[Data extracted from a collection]
========================================================================

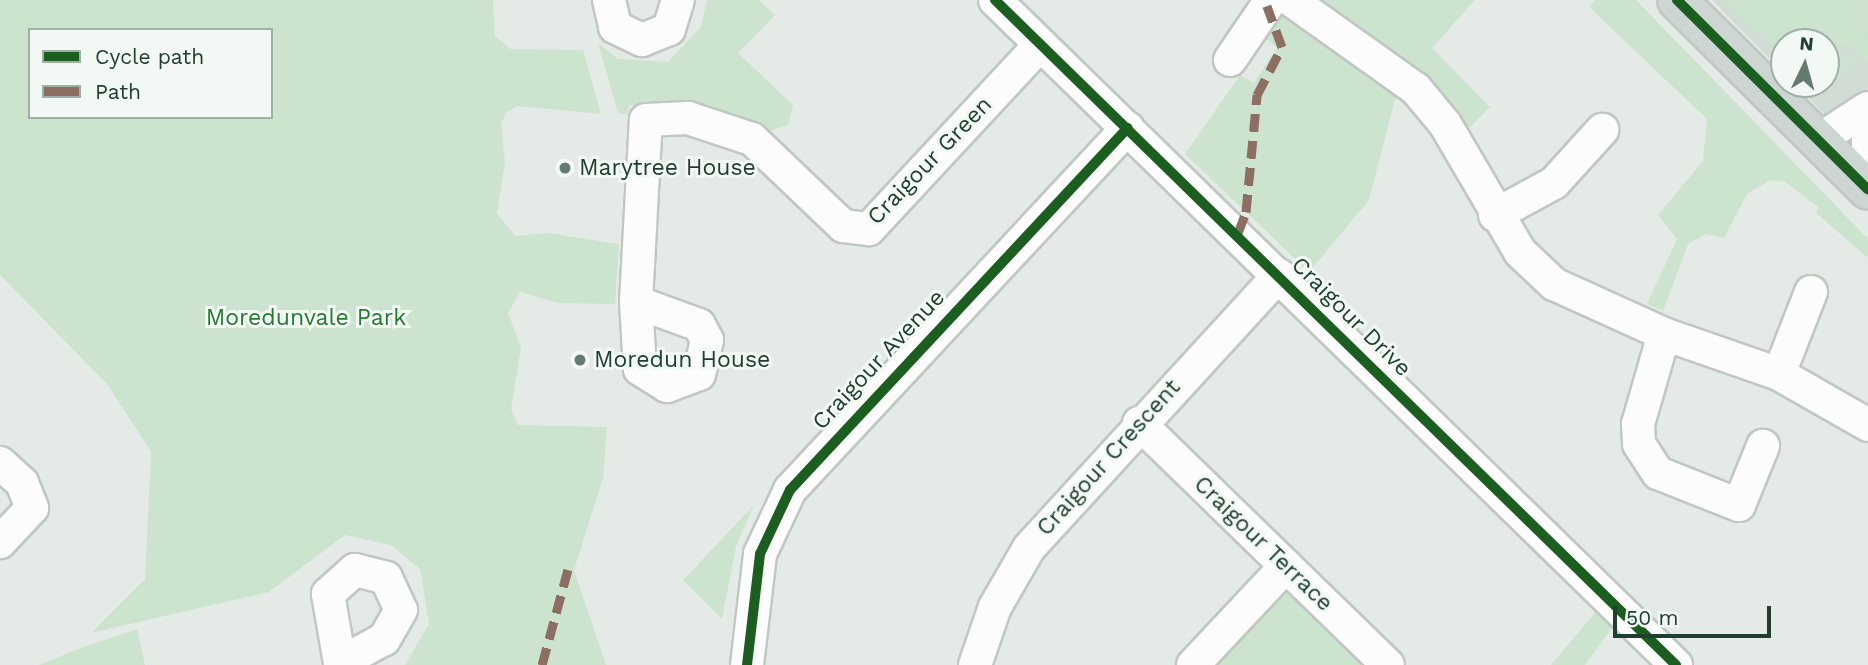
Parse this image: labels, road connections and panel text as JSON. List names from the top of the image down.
{
  "streets": {
    "street": [
      "Craigour Green",
      "Craigour Drive",
      "Craigour Avenue",
      "Craigour Crescent",
      "Craigour Terrace"
    ]
  },
  "crossings": [
    ["Craigour Green", "Craigour Drive"],
    ["Craigour Drive", "Craigour Avenue"],
    ["Craigour Drive", "Craigour Crescent"],
    ["Craigour Crescent", "Craigour Terrace"]
  ],
  "parks": ["Moredunvale Park"],
  "places": ["Marytree House", "Moredun House"],
  "legend": ["Cycle path", "Path"],
  "scale_bar": "50 m",
  "north": "top"
}
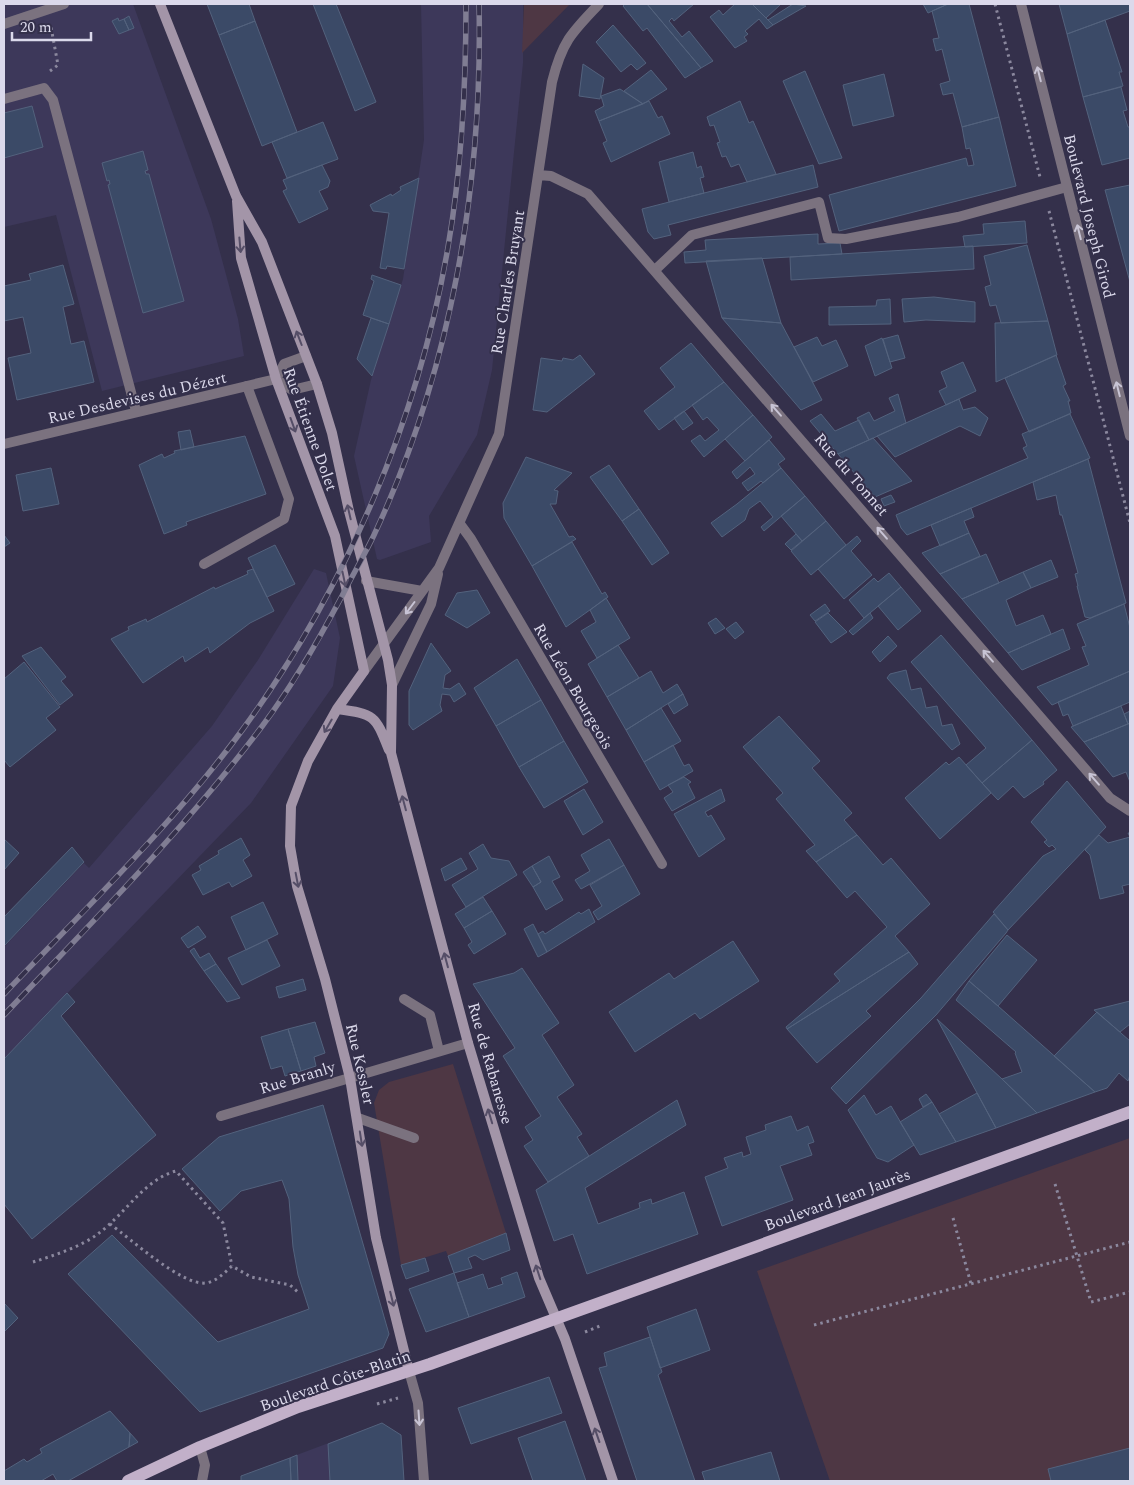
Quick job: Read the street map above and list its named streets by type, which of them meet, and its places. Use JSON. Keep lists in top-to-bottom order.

========================================================================

* [WORK INSTRUCTIONS]: What you return should match the records above word for word, minus the pictures.

* [RESULT FOR THIS TASK]:
Parse this image: labels, road connections and panel text as JSON. List names from the top of the image down.
{
  "streets": {
    "street": [
      "Craigour Green",
      "Craigour Drive",
      "Craigour Avenue",
      "Craigour Crescent",
      "Craigour Terrace"
    ]
  },
  "crossings": [
    ["Craigour Green", "Craigour Drive"],
    ["Craigour Drive", "Craigour Avenue"],
    ["Craigour Drive", "Craigour Crescent"],
    ["Craigour Crescent", "Craigour Terrace"]
  ],
  "parks": ["Moredunvale Park"],
  "places": ["Marytree House", "Moredun House"],
  "legend": ["Cycle path", "Path"],
  "scale_bar": "50 m",
  "north": "top"
}
Quick job: Read the street map above and list its named streets by type, which of them meet, and its places. Use JSON. Keep lists in top-to-bottom order.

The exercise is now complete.